13. The Law of Reproduction – It takes a leader to raise up a leader. More than four out of every five of all leaders that you ever meet will have emerged as leaders because of the impact made on them by established leaders who mentored them. People cannot give to others what they themselves do no possess. The potential of an organization depends on the growth of its leadership.

14. The Law of Buy-In – People buy into the leader, then the vision. The leader finds the dream and then the people. The people find the leader, and then the dream. People don’t first follow worthy causes. They follow worthy leaders who promote worthwhile causes.

15. The Law of Victory – Leaders find a way for the team to win. Leaders believe that anything less than success is unacceptable. And they have no Plan B. That keeps them fighting.

16. The Law of the Big Mo – Momentum is a leader’s best friend. You can’t steer a ship that isn’t moving forward. It takes a leader to create momentum. Followers catch it. And managers are able to continue once it has began. But creating it requires someone who can motivate others, not who needs to be motivated. Getting started is a struggle, but once you’re moving forward, you can really start to do some amazing things.

17. The Law of Priorities – Leaders understand that activity is not necessarily accomplishment. Apply the Pareto Principle, If you focus your attention on the activities that rank in the top 20 percent in terms of importance, you will have as 80 percent return on your effort. As a leader, you should spend most of your time working in your areas of greatest strength.

18. The Law of Sacrifice – A leader must give up to go up. Sacrifice is a constant in leadership. “When you become a leader, you lose the right to think about yourself.” – Gerald Brooks

19. The Law of Timing – When to lead is as important as what to do and where to go. Only the right action at the right time will bring success. If a leader repeatedly shows poor judgement, even in little things, people start to think that having him as the leader is the real mistake.

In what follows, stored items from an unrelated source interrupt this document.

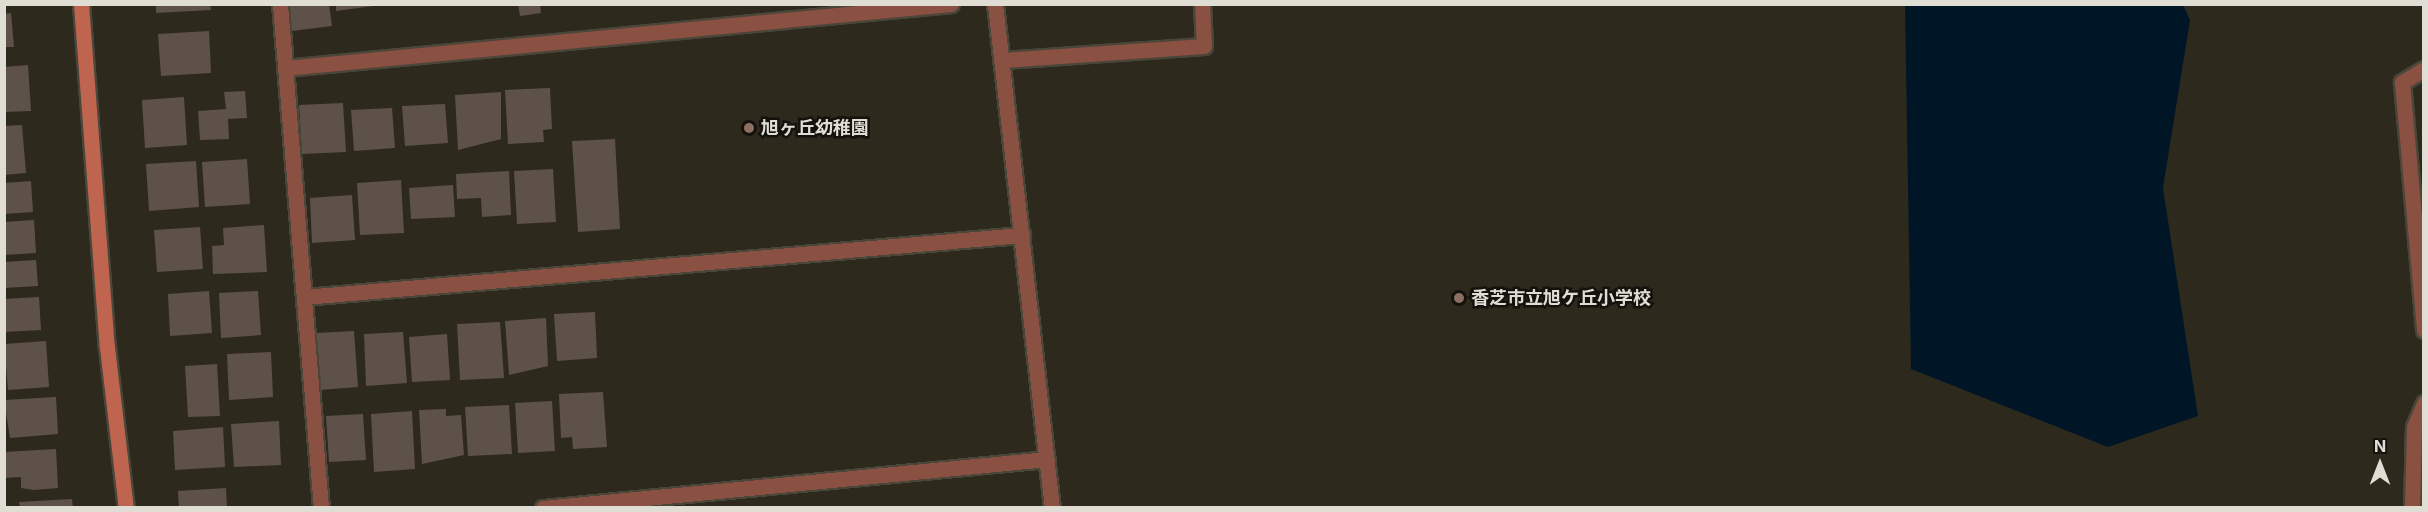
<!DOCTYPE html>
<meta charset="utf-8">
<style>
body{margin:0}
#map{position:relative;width:2428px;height:512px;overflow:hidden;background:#2e291d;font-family:Inter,"Noto Sans JP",sans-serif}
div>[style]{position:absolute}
.water>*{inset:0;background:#001627}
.building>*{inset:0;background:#5e514a}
.roads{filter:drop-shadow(2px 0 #4a463a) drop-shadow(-2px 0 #4a463a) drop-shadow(0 2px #4a463a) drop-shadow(0 -2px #4a463a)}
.street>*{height:15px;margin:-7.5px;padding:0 7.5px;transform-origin:7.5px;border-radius:7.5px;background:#8a5042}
.secondary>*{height:15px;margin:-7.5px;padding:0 7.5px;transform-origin:7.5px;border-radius:7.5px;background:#bf644e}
.dots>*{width:16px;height:16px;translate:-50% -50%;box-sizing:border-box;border:3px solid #14120d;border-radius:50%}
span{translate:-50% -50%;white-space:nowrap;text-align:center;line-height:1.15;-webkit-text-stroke:5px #14120d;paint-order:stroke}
.poi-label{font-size:18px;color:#e0ddd5;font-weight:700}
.left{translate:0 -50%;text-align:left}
.frame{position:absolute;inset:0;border:6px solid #e0ddd5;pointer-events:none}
.north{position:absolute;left:2350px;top:434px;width:60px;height:60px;-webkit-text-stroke:4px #14120d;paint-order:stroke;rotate:0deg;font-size:16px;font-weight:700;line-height:24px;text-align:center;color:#e0ddd5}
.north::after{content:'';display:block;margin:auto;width:21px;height:27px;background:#e0ddd5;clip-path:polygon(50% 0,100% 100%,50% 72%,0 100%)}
</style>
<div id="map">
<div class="water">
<i style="clip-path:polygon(1905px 5px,2183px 5px,2190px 20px,2163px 188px,2198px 416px,2108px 447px,1911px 369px)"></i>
</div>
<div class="building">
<i style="clip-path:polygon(156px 4px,210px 4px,211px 10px,156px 13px)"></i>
<i style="clip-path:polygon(288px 4px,329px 4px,332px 26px,292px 31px)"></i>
<i style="clip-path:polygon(336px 4px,373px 4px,373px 6px,336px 11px)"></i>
<i style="clip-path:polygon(518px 4px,540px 4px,541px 13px,520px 16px)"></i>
<i style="clip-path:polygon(11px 13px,14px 47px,4px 47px,4px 14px)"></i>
<i style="clip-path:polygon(209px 31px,211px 73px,161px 76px,158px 34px)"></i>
<i style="clip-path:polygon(28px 65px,31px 111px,4px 112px,4px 67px)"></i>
<i style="clip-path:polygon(550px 88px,552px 129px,543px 130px,544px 142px,508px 144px,505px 90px)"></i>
<i style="clip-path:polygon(245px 91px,247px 118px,228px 119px,229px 139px,200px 140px,198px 111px,226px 109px,224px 92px)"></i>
<i style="clip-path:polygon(501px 92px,501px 139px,458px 150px,455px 95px)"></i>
<i style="clip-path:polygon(184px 97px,187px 145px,145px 148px,142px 100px)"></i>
<i style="clip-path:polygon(343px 103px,346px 152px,302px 154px,299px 105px)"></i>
<i style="clip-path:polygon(445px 104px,448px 143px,405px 146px,402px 106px)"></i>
<i style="clip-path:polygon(392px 108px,395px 148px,354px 151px,351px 110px)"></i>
<i style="clip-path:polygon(22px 125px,26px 173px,4px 175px,4px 126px)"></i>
<i style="clip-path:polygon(615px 139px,620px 229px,578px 232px,572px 141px)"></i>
<i style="clip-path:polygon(247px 159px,250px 204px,205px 207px,202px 162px)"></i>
<i style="clip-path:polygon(196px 161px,199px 207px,149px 211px,146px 164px)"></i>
<i style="clip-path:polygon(553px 169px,556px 222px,517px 224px,514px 171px)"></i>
<i style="clip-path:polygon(509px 171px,511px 215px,482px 217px,481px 198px,457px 199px,456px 174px)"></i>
<i style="clip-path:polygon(401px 180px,404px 233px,360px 235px,357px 183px)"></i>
<i style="clip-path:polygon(31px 181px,33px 212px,4px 214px,4px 183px)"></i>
<i style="clip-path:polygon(453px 185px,455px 217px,411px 219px,409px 188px)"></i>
<i style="clip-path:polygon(352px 195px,355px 240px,312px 243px,310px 198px)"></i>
<i style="clip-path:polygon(34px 220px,36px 253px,4px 255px,4px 222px)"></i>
<i style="clip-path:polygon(264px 225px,267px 272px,213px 274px,212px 246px,224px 245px,223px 228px)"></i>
<i style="clip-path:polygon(200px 227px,203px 269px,157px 272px,154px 230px)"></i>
<i style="clip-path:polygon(36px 260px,38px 286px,4px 288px,4px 262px)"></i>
<i style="clip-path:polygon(209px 291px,212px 333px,170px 336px,168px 294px)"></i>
<i style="clip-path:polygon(258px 291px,261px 335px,221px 338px,219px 293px)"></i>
<i style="clip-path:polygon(39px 297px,41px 330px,4px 332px,4px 299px)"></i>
<i style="clip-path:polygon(595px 312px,597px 358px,557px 361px,554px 314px)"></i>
<i style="clip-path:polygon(546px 318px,548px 366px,509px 375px,505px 321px)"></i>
<i style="clip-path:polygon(500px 322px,504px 378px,460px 380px,457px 324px)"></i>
<i style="clip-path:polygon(354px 331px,358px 387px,320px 390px,316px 333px)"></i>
<i style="clip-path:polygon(403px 332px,407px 383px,366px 386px,364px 334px)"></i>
<i style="clip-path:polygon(447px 334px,450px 380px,412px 382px,409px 337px)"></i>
<i style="clip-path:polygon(46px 341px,49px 387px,8px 390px,4px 344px)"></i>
<i style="clip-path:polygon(271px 352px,273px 397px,229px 400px,227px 354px)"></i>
<i style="clip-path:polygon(217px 364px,220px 416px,188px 417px,185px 366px)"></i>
<i style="clip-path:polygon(603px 392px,607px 447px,573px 449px,572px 437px,561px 438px,559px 394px)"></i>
<i style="clip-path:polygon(56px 397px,58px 434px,10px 438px,4px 400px)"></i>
<i style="clip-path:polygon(552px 401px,555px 451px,518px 453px,515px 403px)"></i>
<i style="clip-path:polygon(509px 405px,512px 454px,468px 456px,465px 407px)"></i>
<i style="clip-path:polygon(446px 409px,446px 416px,461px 415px,464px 455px,422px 464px,419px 410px)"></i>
<i style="clip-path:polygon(412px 411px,415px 469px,374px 472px,371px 414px)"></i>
<i style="clip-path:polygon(363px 414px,366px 460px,329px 462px,326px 416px)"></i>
<i style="clip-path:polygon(279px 421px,281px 465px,234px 467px,231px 424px)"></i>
<i style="clip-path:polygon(223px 427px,225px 467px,175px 470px,173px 431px)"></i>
<i style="clip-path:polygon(56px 449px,58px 488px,34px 490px,21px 488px,21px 477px,4px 478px,4px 452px)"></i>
<i style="clip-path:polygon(226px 488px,227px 508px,179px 508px,178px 491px)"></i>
<i style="clip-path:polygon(72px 499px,73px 508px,20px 508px,19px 502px)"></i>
</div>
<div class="roads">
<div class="street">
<i style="left:280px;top:4px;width:506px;rotate:85.35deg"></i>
<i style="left:995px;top:4px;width:507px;rotate:83.55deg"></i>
<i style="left:1003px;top:60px;width:201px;rotate:-4deg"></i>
<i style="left:1204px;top:46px;width:42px;rotate:-92.7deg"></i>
<i style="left:285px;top:68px;width:669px;rotate:-5.49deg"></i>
<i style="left:2424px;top:69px;width:26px;rotate:149deg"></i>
<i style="left:2402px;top:82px;width:249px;rotate:84.9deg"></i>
<i style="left:304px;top:297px;width:721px;rotate:-4.94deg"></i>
<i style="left:543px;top:508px;width:506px;rotate:-5.55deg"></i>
<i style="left:2412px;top:508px;width:81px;rotate:-88.6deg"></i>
<i style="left:2414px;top:427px;width:26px;rotate:-67deg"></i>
</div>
<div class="secondary">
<i style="left:81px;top:4px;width:344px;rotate:85.7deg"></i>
<i style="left:107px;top:347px;width:162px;rotate:83.3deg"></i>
</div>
</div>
<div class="dots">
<i style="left:749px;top:128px;background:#8d6e63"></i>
<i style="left:1459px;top:298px;background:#8d6e63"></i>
</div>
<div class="poi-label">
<span class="left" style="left:761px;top:128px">旭ヶ丘幼稚園</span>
<span class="left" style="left:1471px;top:298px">香芝市立旭ケ丘小学校</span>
</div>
<div class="frame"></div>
<div class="north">N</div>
</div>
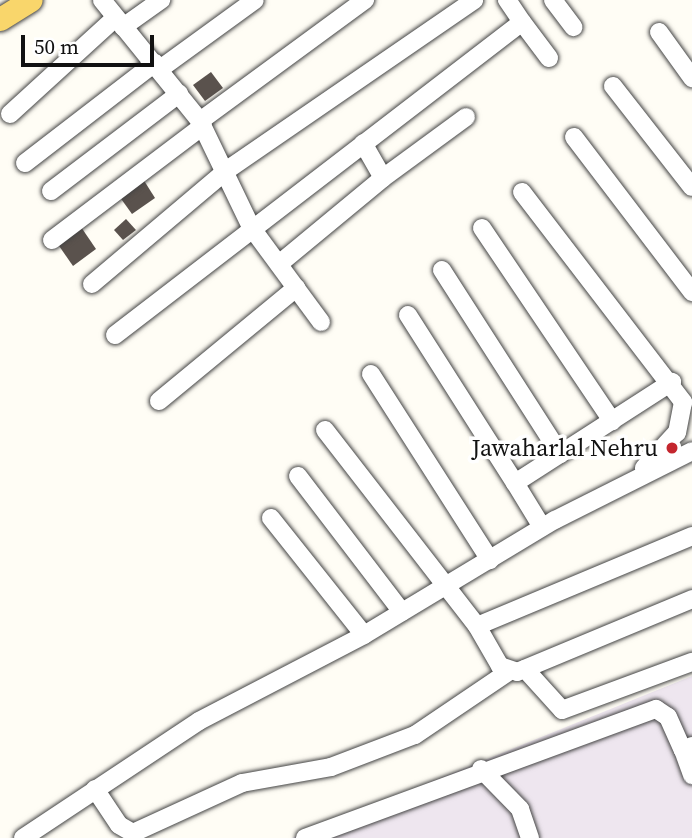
<!DOCTYPE html>
<style>
body{margin:0}
#map{position:relative;width:692px;height:838px;overflow:hidden;background:#fffdf5;font-family:"Source Serif 4",serif}
div>[style]{position:absolute}
[style*='--x']{left:calc(var(--x)*1px);top:calc(var(--y)*1px);width:calc(var(--w)*1px);rotate:calc(var(--a)*1deg)}
.industrial>*{inset:0;background:#eee6ef}
.building>*{inset:0;background:#5a524d}
.roads{filter:drop-shadow(0 0 2px #444) drop-shadow(0 0 2px #444)}
.minor>*{height:18px;margin:-9px;padding:0 9px;transform-origin:9px;border-radius:9px;background:#fff}
.major>*{height:23px;margin:-11.5px;padding:0 11.5px;transform-origin:11.5px;border-radius:11.5px;background:#f9d66b}
.dots>*{width:19px;height:19px;translate:-50% -50%;box-sizing:border-box;border:4px solid #fff;border-radius:50%}
span{translate:-50% -50%;white-space:nowrap;text-align:center;line-height:1.15;-webkit-text-stroke:7px #fff;paint-order:stroke}
.poi-label{font-size:24px;color:#111}
.right{translate:-100% -50%;text-align:right}
.scale{position:absolute;left:21px;top:35px;width:133px;height:32px;box-sizing:border-box;border:4px solid #111;border-top:0;padding-left:9px;font-size:21px;line-height:24px;white-space:nowrap;color:#111;-webkit-text-stroke:5px #fff;paint-order:stroke}
</style>
<div id="map">
<div class="industrial">
<i style="clip-path:polygon(692px 676px,692px 838px,292px 838px)"></i>
</div>
<div class="building">
<i style="clip-path:polygon(211px 72px,223px 88px,205px 101px,193px 85px)"></i>
<i style="clip-path:polygon(143px 179px,155px 198px,132px 214px,119px 196px)"></i>
<i style="clip-path:polygon(126px 219px,136px 230px,123px 240px,114px 230px)"></i>
<i style="clip-path:polygon(81px 227px,96px 249px,73px 266px,57px 243px)"></i>
</div>
<div class="roads">
<div class="minor">
<i style="--x:102;--y:0;--w:156;--a:51"></i>
<i style="--x:200;--y:121;--w:118;--a:64.3"></i>
<i style="--x:251;--y:227;--w:118;--a:53.6"></i>
<i style="--x:553;--y:0;--w:34;--a:53"></i>
<i style="--x:522;--y:22;--w:45;--a:53.1"></i>
<i style="--x:123;--y:27;--w:47;--a:-35.4"></i>
<i style="--x:659;--y:32;--w:57;--a:54.3"></i>
<i style="--x:160;--y:69;--w:117;--a:-36"></i>
<i style="--x:613;--y:86;--w:128;--a:52"></i>
<i style="--x:10;--y:114;--w:142;--a:-42.4"></i>
<i style="--x:200;--y:121;--w:205;--a:-36.3"></i>
<i style="--x:574;--y:137;--w:195;--a:52.7"></i>
<i style="--x:25;--y:163;--w:164;--a:-37.6"></i>
<i style="--x:383;--y:178;--w:103;--a:-36.3"></i>
<i style="--x:51;--y:191;--w:161;--a:-37.2"></i>
<i style="--x:522;--y:192;--w:265;--a:52.5"></i>
<i style="--x:683;--y:402;--w:31;--a:101"></i>
<i style="--x:677;--y:432;--w:49;--a:132.5"></i>
<i style="--x:482;--y:228;--w:233;--a:56"></i>
<i style="--x:52;--y:240;--w:189;--a:-37.1"></i>
<i style="--x:279;--y:264;--w:135;--a:-39.6"></i>
<i style="--x:383;--y:178;--w:40;--a:-119.7"></i>
<i style="--x:442;--y:270;--w:219;--a:57.3"></i>
<i style="--x:92;--y:284;--w:177;--a:-40.2"></i>
<i style="--x:227;--y:170;--w:300;--a:-34.5"></i>
<i style="--x:408;--y:315;--w:199;--a:57.5"></i>
<i style="--x:115;--y:335;--w:513;--a:-37.56"></i>
<i style="--x:522;--y:22;--w:27;--a:-124"></i>
<i style="--x:371;--y:374;--w:221;--a:57.4"></i>
<i style="--x:159;--y:401;--w:178;--a:-39.5"></i>
<i style="--x:325;--y:430;--w:248;--a:52.2"></i>
<i style="--x:477;--y:626;--w:233;--a:-22.7"></i>
<i style="--x:298;--y:476;--w:171;--a:52.6"></i>
<i style="--x:271;--y:518;--w:149;--a:51.5"></i>
<i style="--x:542;--y:527;--w:52;--a:-121.5"></i>
<i style="--x:515;--y:483;--w:187;--a:-32.8"></i>
<i style="--x:477;--y:626;--w:46;--a:60.1"></i>
<i style="--x:500;--y:666;--w:18;--a:19"></i>
<i style="--x:517;--y:672;--w:190;--a:-22.6"></i>
<i style="--x:525;--y:669;--w:55;--a:47.9"></i>
<i style="--x:562;--y:710;--w:139;--a:-20.3"></i>
<i style="--x:683;--y:750;--w:27;--a:70"></i>
<i style="--x:481;--y:769;--w:56;--a:45.7"></i>
<i style="--x:520;--y:809;--w:31;--a:71"></i>
<i style="--x:95;--y:789;--w:43;--a:56.3"></i>
<i style="--x:119;--y:825;--w:16;--a:30"></i>
<i style="--x:133;--y:833;--w:120;--a:-24.6"></i>
<i style="--x:242;--y:783;--w:90;--a:-10.2"></i>
<i style="--x:331;--y:767;--w:90;--a:-20.9"></i>
<i style="--x:415;--y:735;--w:112;--a:-34.1"></i>
<i style="--x:23;--y:838;--w:211;--a:-33.6"></i>
<i style="--x:199;--y:721;--w:186;--a:-27.5"></i>
<i style="--x:364;--y:635;--w:223;--a:-31.1"></i>
<i style="--x:555;--y:520;--w:153;--a:-26.7"></i>
<i style="--x:305;--y:838;--w:374;--a:-20.2"></i>
<i style="--x:656;--y:709;--w:14;--a:34"></i>
<i style="--x:668;--y:717;--w:36;--a:66"></i>
<i style="--x:683;--y:750;--w:10;--a:-24"></i>
</div>
<div class="major">
<i style="--x:0;--y:19;--w:36;--a:-32"></i>
</div>
</div>
<div class="dots">
<i style="left:672px;top:448px;background:#c4262e"></i>
</div>
<div class="poi-label">
<span class="right" style="left:658px;top:448px">Jawaharlal Nehru</span>
</div>
<div class="scale">50 m</div>
</div>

20. The Law of Explosive Growth – To add growth, lead followers – to multiply, lead leaders. The key to growth is leadership. “It is my job to build the people who are going to build the company.” – John Schnatter. To go to the highest level, you have to develop leaders of leaders.

21. The Law of Legacy – A leader’s lasting value is measured by succession. Just as in sports a coach needs a team of good players to win, an organization needs a team of good leaders to succeed. A legacy is created only when a person puts his organization into the position to do great things without him.